EPISODE 1 – Nuclear weapons, the bidding war: how Ukraine had to give up its bomb
EPISODE 2 – Putin and the nuclear bomb: the risk of apocalypse
EPISODE 3 – China and its colossal nuclear arsenal: the inside story of Beijing’s mysterious expansion
EPISODE 4 – Nuclear weapons: the titanic plan of the United States against China and Russia
A shock wave travels across the Polynesian atoll of Fangataufa on the morning of January 27, 1996. The surface of the water is lifted and whitened for a few seconds. For the last time, France has conducted a nuclear test, named Xouthos – a king from Greek mythology. At the heart of the basalt base of the coral island, several hundred meters deep, the temperature rose for a moment to hundreds of millions of degrees. This is where an experimental device was placed by the Directorate of Military Applications of the Atomic Energy Commission (CEA/DAM), designer of French nuclear weapons.

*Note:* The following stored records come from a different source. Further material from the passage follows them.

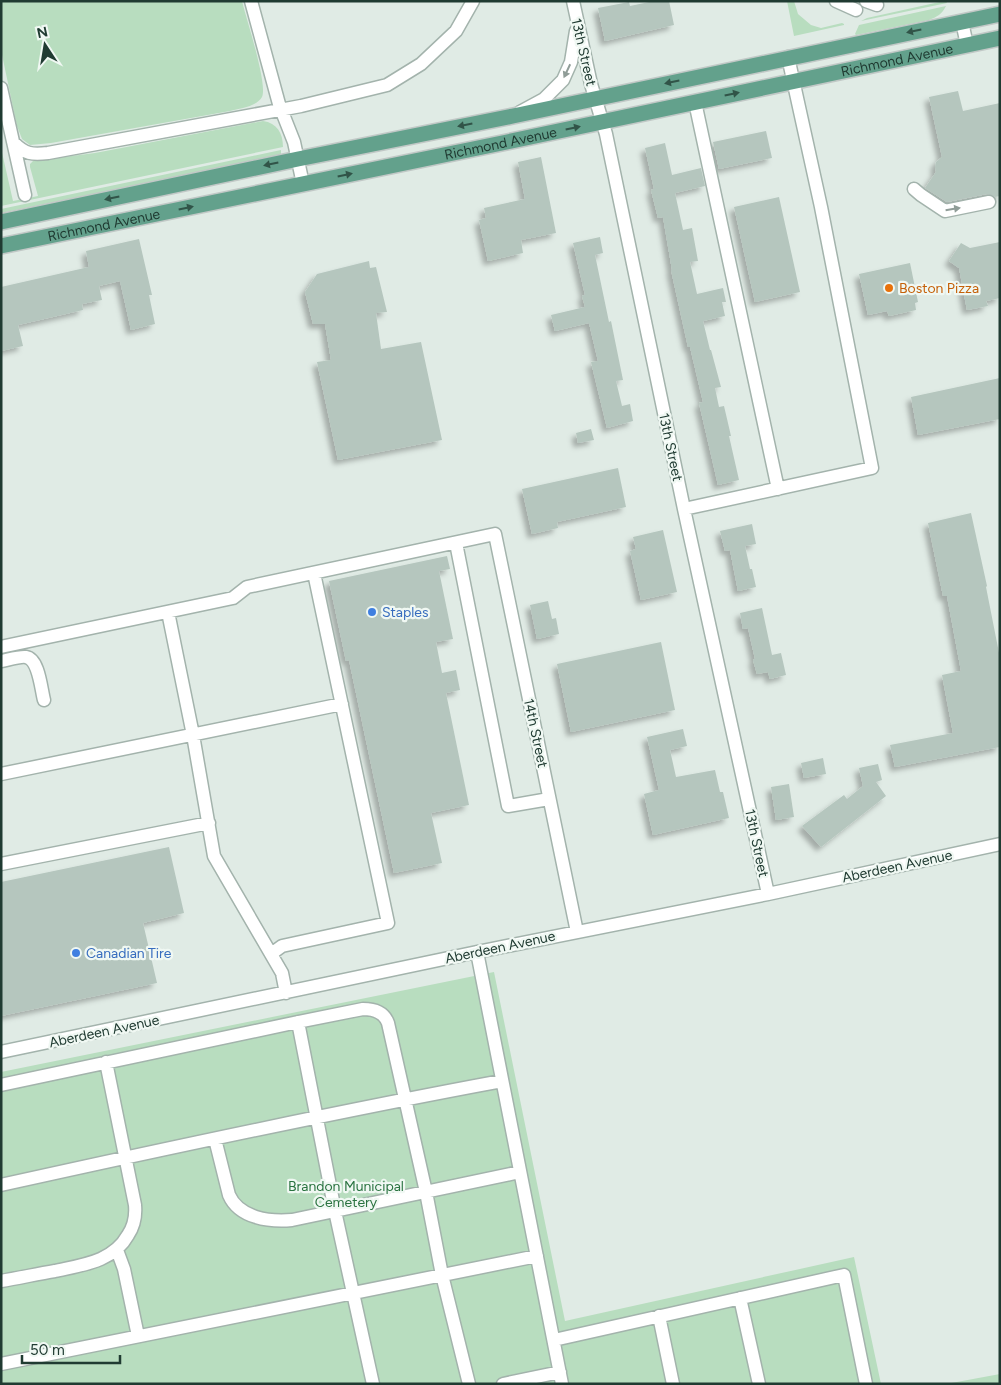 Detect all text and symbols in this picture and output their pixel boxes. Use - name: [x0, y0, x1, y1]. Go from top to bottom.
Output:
- street label: 13th Street: [567, 17, 600, 88]
- north arrow: [20, 20, 70, 70]
- text: N: [35, 23, 49, 42]
- one-way arrow: [906, 28, 922, 36]
- street label: Richmond Avenue: [839, 40, 955, 80]
- one-way arrow: [563, 64, 571, 78]
- one-way arrow: [665, 78, 680, 86]
- one-way arrow: [724, 90, 739, 98]
- one-way arrow: [456, 122, 472, 130]
- street label: Richmond Avenue: [443, 124, 559, 164]
- one-way arrow: [565, 124, 580, 132]
- one-way arrow: [263, 161, 279, 169]
- one-way arrow: [338, 171, 353, 179]
- one-way arrow: [105, 194, 120, 202]
- one-way arrow: [179, 204, 195, 212]
- street label: Richmond Avenue: [46, 205, 162, 245]
- one-way arrow: [945, 205, 961, 213]
- place label: Boston Pizza: [899, 280, 979, 297]
- marker: Boston Pizza: [883, 282, 895, 294]
- street label: 13th Street: [655, 412, 686, 483]
- place label: Staples: [382, 604, 429, 621]
- marker: Staples: [366, 606, 378, 618]
- street label: 14th Street: [520, 697, 551, 769]
- street label: 13th Street: [741, 808, 772, 879]
- street label: Aberdeen Avenue: [840, 846, 954, 886]
- street label: Aberdeen Avenue: [443, 927, 557, 967]
- place label: Canadian Tire: [86, 945, 172, 962]
- marker: Canadian Tire: [70, 947, 82, 959]
- street label: Aberdeen Avenue: [47, 1011, 161, 1051]
- park label: Brandon Municipal Cemetery: [288, 1178, 404, 1211]
- scale bar: [22, 1332, 120, 1364]
- text: 50 m: [30, 1341, 65, 1359] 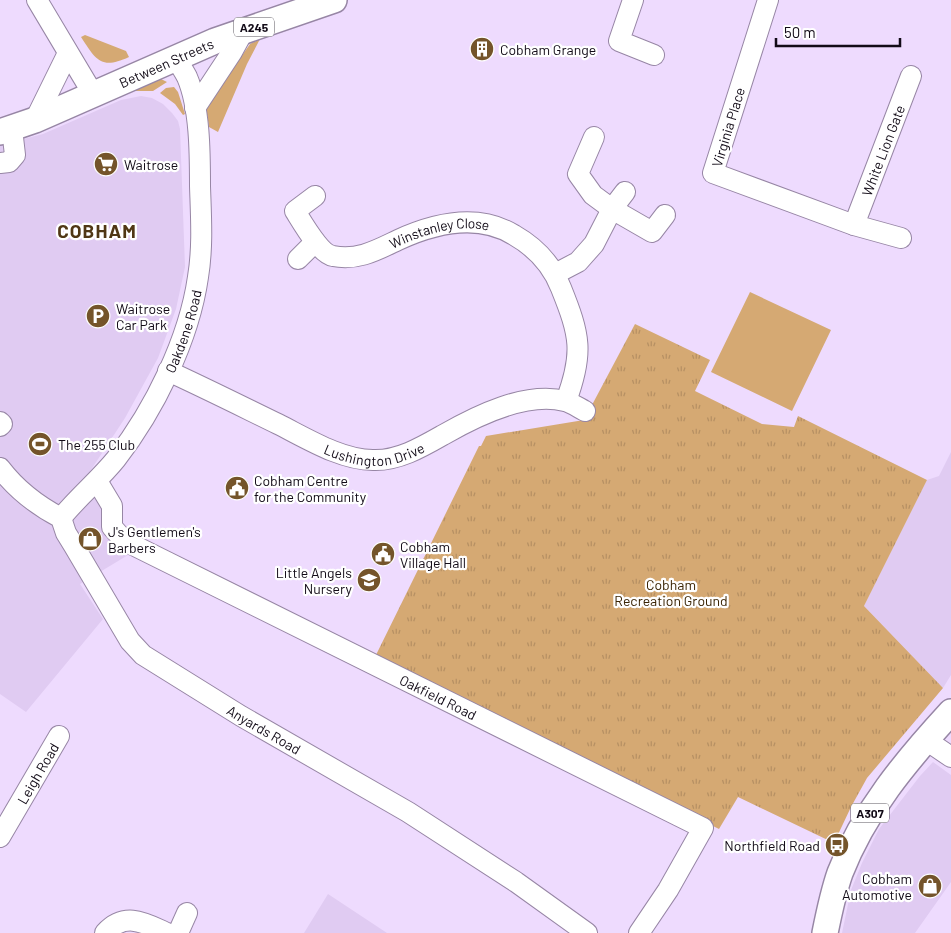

“At such temperatures, the state of matter no longer has anything to do with what we know,” explains a former CEA/DAM employee. “We make assumptions to find out whether a given mathematical system models physical reality well, but the physics of nuclear weapons is so unintuitive that if there is no test, we cannot be sure.” At Fangataufa, Xouthos fulfilled its role: the sensors confirm the accuracy of their models to the physicists. Beyond Xouthos, this latest test campaign guarantees the proper functioning of French nuclear warheads. French deterrence is assured: if the head of state orders an atomic strike, there will be no failure.
Kim Jong-un would like to have the same assurance. But for that, the leader of North Korea needs his scientists to progress in the physics of nuclear weapons – Pyongyang is already said to have around fifty atomic bombs. The last of their seven tests dates back to 2017. However, as our engineer explains, “it takes a lot more to master the physics of weapons”. The United States has carried out more than 1,000, Russia more than 700, and France 210, with a final campaign, in 1995 and 1996, decisive in calibrating the simulation tools to guarantee the functioning of the weapons of the French deterrent without a new test.
In the northeast of North Korea, the underground site of Punggye-ri has been preparing since 2022 for a new test, the date of which remains unknown, even if it means facing a new round of international sanctions. “The North Koreans are trying to build tactical nuclear weapons, more compact devices, with lower yield, different from those tested until now, explains Ankit Panda, a proliferation specialist at the Carnegie Endowment for International Peace. History has taught us the usefulness of tests to validate the design of such engineering.”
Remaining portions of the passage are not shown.